ABOUT THIS TASK: Repeat all entries exactly.

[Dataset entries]
Content starts
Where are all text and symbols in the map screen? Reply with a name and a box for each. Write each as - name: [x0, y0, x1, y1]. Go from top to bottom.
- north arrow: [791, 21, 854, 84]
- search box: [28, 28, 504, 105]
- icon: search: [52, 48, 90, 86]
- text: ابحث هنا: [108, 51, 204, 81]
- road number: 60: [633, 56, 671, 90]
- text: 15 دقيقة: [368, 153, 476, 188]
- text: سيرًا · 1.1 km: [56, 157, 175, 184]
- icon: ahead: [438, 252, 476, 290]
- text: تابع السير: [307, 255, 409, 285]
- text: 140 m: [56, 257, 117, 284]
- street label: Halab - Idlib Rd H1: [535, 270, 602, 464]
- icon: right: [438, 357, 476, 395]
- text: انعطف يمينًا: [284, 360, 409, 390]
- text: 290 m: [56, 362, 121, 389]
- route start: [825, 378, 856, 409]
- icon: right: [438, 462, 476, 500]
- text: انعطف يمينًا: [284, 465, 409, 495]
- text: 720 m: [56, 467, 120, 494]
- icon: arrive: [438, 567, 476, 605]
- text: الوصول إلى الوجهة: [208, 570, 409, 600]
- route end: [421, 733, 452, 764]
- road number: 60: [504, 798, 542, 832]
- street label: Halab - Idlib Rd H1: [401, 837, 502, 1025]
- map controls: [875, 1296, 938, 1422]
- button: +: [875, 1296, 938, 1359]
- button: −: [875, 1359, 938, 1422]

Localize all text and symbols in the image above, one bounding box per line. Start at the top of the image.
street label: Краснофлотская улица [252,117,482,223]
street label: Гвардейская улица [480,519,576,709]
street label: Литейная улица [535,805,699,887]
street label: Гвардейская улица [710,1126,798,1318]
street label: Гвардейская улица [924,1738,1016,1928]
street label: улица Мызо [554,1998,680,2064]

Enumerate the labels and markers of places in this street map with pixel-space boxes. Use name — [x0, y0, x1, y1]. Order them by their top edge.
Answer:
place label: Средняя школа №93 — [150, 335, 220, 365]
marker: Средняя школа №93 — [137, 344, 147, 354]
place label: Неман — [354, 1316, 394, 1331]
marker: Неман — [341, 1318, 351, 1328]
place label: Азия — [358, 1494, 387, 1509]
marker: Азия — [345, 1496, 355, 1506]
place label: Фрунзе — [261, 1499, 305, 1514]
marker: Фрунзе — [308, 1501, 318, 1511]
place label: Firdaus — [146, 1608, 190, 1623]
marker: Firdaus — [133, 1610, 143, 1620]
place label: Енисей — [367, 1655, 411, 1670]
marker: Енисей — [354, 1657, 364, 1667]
Content ends
RESPONSE BELOW:
Where are all text and symbols in the map screen? Reply with a name and a box for each. Write each as - name: [x0, y0, x1, y1]. Go from top to bottom.
- north arrow: [791, 21, 854, 84]
- search box: [28, 28, 504, 105]
- icon: search: [52, 48, 90, 86]
- text: ابحث هنا: [108, 51, 204, 81]
- road number: 60: [633, 56, 671, 90]
- text: 15 دقيقة: [368, 153, 476, 188]
- text: سيرًا · 1.1 km: [56, 157, 175, 184]
- icon: ahead: [438, 252, 476, 290]
- text: تابع السير: [307, 255, 409, 285]
- text: 140 m: [56, 257, 117, 284]
- street label: Halab - Idlib Rd H1: [535, 270, 602, 464]
- icon: right: [438, 357, 476, 395]
- text: انعطف يمينًا: [284, 360, 409, 390]
- text: 290 m: [56, 362, 121, 389]
- route start: [825, 378, 856, 409]
- icon: right: [438, 462, 476, 500]
- text: انعطف يمينًا: [284, 465, 409, 495]
- text: 720 m: [56, 467, 120, 494]
- icon: arrive: [438, 567, 476, 605]
- text: الوصول إلى الوجهة: [208, 570, 409, 600]
- route end: [421, 733, 452, 764]
- road number: 60: [504, 798, 542, 832]
- street label: Halab - Idlib Rd H1: [401, 837, 502, 1025]
- map controls: [875, 1296, 938, 1422]
- button: +: [875, 1296, 938, 1359]
- button: −: [875, 1359, 938, 1422]

Localize all text and symbols in the image above, one bounding box per line. Start at the top of the image.
street label: Краснофлотская улица [252,117,482,223]
street label: Гвардейская улица [480,519,576,709]
street label: Литейная улица [535,805,699,887]
street label: Гвардейская улица [710,1126,798,1318]
street label: Гвардейская улица [924,1738,1016,1928]
street label: улица Мызо [554,1998,680,2064]

Enumerate the labels and markers of places in this street map with pixel-space boxes. Use name — [x0, y0, x1, y1]. Order them by their top edge.
Answer:
place label: Средняя школа №93 — [150, 335, 220, 365]
marker: Средняя школа №93 — [137, 344, 147, 354]
place label: Неман — [354, 1316, 394, 1331]
marker: Неман — [341, 1318, 351, 1328]
place label: Азия — [358, 1494, 387, 1509]
marker: Азия — [345, 1496, 355, 1506]
place label: Фрунзе — [261, 1499, 305, 1514]
marker: Фрунзе — [308, 1501, 318, 1511]
place label: Firdaus — [146, 1608, 190, 1623]
marker: Firdaus — [133, 1610, 143, 1620]
place label: Енисей — [367, 1655, 411, 1670]
marker: Енисей — [354, 1657, 364, 1667]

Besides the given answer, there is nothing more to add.